What to work on:
Answer with a number only, stating how many lines of the records hold the word "limit".

Collected data entries:
——————————

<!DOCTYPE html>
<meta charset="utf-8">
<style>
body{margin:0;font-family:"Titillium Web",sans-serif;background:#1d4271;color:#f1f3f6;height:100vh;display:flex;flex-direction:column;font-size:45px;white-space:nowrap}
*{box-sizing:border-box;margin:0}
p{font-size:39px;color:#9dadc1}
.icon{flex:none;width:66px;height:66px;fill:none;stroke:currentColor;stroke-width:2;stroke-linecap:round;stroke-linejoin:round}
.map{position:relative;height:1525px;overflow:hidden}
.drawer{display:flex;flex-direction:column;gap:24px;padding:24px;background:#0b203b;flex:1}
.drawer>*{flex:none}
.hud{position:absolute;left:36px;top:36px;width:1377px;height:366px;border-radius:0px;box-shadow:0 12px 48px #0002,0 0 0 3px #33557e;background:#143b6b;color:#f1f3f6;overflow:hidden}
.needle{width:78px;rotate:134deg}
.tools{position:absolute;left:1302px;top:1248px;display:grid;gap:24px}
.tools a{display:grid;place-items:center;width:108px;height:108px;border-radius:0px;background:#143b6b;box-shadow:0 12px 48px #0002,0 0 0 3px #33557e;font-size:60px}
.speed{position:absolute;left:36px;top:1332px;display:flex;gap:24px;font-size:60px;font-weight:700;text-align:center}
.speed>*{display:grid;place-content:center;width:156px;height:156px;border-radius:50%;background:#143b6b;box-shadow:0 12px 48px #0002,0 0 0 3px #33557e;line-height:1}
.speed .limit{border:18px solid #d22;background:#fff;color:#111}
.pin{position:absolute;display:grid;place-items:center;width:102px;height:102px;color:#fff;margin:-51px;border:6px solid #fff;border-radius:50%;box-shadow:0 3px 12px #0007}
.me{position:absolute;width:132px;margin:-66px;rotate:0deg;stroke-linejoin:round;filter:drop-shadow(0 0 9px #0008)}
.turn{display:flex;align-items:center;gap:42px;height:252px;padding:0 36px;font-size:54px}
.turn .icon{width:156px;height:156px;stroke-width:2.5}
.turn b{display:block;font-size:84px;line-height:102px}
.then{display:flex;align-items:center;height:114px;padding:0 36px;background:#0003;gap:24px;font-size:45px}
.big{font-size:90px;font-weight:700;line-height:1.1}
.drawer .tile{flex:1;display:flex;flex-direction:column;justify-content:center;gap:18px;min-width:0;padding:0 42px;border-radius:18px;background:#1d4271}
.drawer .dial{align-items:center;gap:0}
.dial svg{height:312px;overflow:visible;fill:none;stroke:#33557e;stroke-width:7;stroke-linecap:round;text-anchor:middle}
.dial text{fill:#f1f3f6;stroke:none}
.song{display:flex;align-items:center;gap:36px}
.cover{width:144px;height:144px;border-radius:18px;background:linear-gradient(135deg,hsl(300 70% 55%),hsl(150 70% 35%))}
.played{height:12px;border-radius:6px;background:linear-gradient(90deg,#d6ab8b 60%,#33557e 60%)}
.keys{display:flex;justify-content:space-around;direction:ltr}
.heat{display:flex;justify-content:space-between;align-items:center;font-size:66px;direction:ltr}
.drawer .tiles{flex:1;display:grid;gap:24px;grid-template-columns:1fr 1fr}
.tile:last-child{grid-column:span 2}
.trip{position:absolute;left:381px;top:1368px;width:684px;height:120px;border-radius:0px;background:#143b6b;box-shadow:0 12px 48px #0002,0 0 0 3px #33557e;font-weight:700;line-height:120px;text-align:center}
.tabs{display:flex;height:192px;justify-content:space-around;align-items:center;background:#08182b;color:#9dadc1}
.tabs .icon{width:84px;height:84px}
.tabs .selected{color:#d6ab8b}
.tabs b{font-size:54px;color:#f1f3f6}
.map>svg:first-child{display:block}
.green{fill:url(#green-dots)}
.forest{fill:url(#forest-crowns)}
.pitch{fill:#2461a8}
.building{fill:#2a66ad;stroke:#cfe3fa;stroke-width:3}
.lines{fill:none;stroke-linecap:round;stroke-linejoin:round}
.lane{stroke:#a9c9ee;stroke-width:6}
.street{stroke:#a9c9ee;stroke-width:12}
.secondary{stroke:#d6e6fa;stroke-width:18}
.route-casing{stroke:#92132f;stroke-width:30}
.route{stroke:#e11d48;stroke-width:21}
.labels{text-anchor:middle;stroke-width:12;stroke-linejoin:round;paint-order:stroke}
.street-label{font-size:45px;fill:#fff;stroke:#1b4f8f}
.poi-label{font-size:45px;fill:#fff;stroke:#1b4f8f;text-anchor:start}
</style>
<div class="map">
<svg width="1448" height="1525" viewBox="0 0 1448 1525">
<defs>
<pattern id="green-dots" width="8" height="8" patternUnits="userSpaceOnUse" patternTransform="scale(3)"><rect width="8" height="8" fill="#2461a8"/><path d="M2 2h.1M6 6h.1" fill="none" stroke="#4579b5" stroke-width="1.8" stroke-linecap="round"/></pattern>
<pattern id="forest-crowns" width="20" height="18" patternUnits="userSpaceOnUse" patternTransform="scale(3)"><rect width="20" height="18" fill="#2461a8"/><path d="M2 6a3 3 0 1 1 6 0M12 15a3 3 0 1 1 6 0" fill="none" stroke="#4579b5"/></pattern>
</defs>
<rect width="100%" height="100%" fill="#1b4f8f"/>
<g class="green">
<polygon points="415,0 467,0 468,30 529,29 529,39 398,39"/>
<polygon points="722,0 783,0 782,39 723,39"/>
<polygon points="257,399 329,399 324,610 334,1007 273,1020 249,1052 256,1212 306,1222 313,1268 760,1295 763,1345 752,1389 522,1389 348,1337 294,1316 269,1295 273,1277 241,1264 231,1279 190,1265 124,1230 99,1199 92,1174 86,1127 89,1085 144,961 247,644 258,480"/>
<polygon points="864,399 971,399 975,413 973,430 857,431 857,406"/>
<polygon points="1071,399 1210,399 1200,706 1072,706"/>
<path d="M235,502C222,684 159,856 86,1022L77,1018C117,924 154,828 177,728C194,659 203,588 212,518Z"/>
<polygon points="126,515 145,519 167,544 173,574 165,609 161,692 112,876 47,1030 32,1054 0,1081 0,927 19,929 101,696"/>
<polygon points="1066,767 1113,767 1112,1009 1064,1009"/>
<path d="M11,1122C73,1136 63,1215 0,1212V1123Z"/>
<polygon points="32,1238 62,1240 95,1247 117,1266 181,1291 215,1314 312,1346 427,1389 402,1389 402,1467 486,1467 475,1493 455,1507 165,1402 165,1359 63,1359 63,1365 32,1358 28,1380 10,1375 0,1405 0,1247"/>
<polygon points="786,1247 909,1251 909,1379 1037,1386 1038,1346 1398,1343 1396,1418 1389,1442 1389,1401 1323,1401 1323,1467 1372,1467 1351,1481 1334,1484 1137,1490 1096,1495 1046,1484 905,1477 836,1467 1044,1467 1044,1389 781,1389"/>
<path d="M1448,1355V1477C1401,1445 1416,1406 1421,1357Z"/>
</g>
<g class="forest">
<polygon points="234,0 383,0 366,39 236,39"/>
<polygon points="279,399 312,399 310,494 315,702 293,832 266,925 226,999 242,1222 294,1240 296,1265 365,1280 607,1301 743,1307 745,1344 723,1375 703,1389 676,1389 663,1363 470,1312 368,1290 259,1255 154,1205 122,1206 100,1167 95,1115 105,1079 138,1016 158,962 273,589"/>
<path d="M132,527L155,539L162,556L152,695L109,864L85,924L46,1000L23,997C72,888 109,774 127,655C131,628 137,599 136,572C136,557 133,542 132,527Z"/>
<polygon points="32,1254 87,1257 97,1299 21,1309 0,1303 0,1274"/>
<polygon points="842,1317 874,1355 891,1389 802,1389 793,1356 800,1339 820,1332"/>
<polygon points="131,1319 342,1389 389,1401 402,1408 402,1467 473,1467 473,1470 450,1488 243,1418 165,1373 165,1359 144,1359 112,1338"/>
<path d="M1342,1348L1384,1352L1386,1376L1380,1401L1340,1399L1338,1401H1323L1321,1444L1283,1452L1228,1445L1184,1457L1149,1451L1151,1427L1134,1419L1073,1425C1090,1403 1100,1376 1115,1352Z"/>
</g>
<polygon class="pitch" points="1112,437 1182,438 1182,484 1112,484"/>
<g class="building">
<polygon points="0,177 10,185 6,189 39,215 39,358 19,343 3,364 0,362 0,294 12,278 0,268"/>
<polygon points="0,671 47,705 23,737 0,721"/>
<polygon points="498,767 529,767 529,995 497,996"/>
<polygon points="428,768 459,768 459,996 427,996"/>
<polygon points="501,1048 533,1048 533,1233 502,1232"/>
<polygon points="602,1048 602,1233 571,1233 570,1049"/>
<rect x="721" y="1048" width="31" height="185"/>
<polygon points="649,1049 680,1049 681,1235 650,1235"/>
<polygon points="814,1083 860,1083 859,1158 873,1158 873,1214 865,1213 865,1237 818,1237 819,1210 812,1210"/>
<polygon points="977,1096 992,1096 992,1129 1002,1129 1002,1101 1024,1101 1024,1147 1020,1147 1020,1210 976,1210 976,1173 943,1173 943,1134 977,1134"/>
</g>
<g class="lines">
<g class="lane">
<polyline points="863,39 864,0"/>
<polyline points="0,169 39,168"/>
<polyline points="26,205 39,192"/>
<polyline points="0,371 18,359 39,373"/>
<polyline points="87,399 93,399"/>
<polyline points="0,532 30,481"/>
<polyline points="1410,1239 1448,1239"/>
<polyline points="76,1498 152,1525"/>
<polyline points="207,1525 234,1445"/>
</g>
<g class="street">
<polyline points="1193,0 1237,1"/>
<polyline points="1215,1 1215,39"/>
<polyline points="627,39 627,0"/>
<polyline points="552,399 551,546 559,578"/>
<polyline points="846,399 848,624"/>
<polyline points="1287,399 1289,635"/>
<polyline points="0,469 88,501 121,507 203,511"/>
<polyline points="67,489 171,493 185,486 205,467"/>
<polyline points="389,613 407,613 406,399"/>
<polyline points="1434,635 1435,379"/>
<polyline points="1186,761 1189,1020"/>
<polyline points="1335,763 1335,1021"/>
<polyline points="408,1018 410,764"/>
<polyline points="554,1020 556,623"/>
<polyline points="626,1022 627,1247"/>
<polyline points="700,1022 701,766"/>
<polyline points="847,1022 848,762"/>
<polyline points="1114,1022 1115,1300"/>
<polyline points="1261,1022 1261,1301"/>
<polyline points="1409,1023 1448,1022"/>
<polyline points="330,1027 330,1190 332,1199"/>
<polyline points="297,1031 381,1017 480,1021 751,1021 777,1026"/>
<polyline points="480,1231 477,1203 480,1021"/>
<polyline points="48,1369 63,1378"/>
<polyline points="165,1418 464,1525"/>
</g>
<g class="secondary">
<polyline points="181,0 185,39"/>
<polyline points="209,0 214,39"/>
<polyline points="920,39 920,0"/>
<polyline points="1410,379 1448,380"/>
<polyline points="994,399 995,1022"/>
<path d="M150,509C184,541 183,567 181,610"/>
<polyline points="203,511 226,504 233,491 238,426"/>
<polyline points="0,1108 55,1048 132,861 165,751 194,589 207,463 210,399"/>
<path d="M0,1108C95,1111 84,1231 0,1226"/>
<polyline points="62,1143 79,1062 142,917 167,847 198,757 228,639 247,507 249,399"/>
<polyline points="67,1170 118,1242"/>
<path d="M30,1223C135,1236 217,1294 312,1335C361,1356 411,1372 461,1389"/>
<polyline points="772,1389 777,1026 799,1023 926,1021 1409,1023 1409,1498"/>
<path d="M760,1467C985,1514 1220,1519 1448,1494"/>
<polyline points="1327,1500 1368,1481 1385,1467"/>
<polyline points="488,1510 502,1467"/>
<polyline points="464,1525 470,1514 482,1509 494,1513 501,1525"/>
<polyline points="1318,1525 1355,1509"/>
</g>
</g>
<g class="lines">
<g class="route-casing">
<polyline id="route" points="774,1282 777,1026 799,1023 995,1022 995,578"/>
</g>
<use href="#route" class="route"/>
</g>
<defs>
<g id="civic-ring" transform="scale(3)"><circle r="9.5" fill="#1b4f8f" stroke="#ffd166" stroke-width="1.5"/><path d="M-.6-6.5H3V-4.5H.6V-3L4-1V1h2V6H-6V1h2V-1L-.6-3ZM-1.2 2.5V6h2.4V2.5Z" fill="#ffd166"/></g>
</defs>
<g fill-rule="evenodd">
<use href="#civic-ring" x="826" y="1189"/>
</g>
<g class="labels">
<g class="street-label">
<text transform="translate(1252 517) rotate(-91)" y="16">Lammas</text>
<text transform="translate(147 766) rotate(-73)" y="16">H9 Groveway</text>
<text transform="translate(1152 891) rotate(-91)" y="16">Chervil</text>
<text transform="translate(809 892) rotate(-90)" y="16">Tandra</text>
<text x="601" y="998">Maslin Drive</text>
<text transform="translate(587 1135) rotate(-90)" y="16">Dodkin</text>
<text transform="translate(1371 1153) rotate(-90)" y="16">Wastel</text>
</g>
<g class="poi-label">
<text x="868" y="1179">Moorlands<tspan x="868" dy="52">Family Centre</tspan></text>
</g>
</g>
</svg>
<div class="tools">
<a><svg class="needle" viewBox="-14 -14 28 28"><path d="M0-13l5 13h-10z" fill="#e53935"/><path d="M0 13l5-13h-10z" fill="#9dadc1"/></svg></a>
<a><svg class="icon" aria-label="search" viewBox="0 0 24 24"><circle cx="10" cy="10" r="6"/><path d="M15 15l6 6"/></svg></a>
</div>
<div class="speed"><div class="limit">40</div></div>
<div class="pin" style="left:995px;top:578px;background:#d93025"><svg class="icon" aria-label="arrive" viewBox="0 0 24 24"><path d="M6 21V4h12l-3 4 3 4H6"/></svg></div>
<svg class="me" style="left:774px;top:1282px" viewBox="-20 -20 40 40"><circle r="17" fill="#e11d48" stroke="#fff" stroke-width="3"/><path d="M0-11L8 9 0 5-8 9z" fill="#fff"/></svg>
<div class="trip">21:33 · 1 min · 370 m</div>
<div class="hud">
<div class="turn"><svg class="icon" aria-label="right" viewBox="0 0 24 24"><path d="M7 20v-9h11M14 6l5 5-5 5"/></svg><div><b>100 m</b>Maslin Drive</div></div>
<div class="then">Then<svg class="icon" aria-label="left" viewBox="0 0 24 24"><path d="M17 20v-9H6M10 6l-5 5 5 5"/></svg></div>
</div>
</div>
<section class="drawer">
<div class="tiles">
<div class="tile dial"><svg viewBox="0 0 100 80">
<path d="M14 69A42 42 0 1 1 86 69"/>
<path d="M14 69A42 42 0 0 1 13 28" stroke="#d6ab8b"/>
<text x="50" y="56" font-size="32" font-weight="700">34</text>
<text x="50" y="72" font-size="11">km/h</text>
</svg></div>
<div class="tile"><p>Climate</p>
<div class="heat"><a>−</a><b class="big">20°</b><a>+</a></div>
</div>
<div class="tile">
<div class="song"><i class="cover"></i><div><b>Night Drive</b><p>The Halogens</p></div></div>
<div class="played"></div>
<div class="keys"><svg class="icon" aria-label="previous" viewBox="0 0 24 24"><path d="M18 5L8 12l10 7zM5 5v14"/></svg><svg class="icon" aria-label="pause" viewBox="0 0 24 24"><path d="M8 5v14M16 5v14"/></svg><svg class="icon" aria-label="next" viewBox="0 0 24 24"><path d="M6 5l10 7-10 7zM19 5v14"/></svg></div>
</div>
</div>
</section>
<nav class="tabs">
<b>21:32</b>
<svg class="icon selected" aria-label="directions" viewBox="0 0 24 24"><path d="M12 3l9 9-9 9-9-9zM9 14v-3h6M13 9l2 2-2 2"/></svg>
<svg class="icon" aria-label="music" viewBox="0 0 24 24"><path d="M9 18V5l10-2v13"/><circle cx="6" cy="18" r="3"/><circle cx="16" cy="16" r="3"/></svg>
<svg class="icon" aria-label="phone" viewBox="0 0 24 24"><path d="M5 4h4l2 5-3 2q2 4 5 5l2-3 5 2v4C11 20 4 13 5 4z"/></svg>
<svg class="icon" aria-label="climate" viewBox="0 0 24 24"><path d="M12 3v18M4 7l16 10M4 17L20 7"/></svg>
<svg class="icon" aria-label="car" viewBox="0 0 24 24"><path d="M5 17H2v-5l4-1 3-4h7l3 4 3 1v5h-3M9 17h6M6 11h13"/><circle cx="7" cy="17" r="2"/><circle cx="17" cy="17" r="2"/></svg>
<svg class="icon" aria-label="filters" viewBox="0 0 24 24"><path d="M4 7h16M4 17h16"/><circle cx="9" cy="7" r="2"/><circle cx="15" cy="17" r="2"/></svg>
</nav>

——————————

Response box:
2